Conformità
GDPR per hotel e affitti brevi: come trattare i dati degli ospiti al check-in senza guai
Cosa richiede il GDPR quando raccogli la carta d'identità o il passaporto di un ospite: base giuridica, minimizzazione, cosa cancellare dopo la schedina alloggiati e gli errori che costano di più.
Team HazCheckin
HazCheckin
Ogni volta che un ospite ti consegna la carta d’identità, diventi titolare di un dato che non è tuo. E la legge ti tratta come tale. Il check-in è il momento in cui una struttura ricettiva raccoglie più dati personali, ed è anche quello in cui è più facile sbagliare.
La buona notizia: il GDPR non ti vieta di chiedere il documento. Ti obbliga a chiederlo bene.
Hai una base giuridica, ma solo per quello che serve
Qui ci sono due trattamenti distinti e conviene non mescolarli.
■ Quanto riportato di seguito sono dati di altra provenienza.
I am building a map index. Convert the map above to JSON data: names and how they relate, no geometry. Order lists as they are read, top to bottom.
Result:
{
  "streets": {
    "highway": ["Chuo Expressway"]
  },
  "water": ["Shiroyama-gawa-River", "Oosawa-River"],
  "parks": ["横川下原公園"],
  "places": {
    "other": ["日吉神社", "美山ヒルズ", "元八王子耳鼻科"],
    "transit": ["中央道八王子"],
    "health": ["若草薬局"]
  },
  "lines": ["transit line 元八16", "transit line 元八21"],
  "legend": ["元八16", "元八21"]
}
Il primo è la comunicazione degli ospiti alla Questura. Trasmettere le generalità dell’ospite tramite Alloggiati Web non richiede il suo consenso: è un obbligo di legge (articolo 6.1.c del GDPR), imposto dall’art. 109 del TULPS. L’ospite non può rifiutarsi e tu non puoi non farlo.
Il secondo è tutto il resto: mandargli offerte, iscriverlo alla tua newsletter, conservare la carta per prenotazioni future. Questo non rientra nell’obbligo di legge. Ti serve un’altra base —di solito il suo consenso— e non puoi nasconderla dentro il modulo di check-in. Mescolare le due cose è uno degli errori che il Garante contesta con più frequenza.
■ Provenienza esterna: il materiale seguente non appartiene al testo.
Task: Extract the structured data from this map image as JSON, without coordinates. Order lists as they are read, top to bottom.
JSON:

Chiedi il giusto, nemmeno un campo in più
Il principio di minimizzazione (articolo 5.1.c) dice qualcosa di semplice: solo i dati necessari alla finalità. La schedina alloggiati definisce cosa ti serve —cognome e nome, data e luogo di nascita, cittadinanza, estremi del documento e poco altro—. Se il tuo modulo chiede la professione dell’ospite «per sicurezza», è di troppo.
Guardare il documento per verificare l’identità è legittimo. Conservarne una copia a tempo indeterminato «per averne traccia» non lo è.
Trasmesso e ricevuto: poi si cancella
Il Garante per la protezione dei dati personali lo ha messo nero su bianco nella nota del 29 aprile 2026: l’obbligo di comunicazione alla Questura non giustifica l’archiviazione di copie dei documenti. Una volta disponibile la ricevuta della comunicazione, i dati trasmessi per quella finalità e le copie strumentali vanno cancellati. Quello che conservi è la ricevuta giornaliera di Alloggiati Web, per cinque anni.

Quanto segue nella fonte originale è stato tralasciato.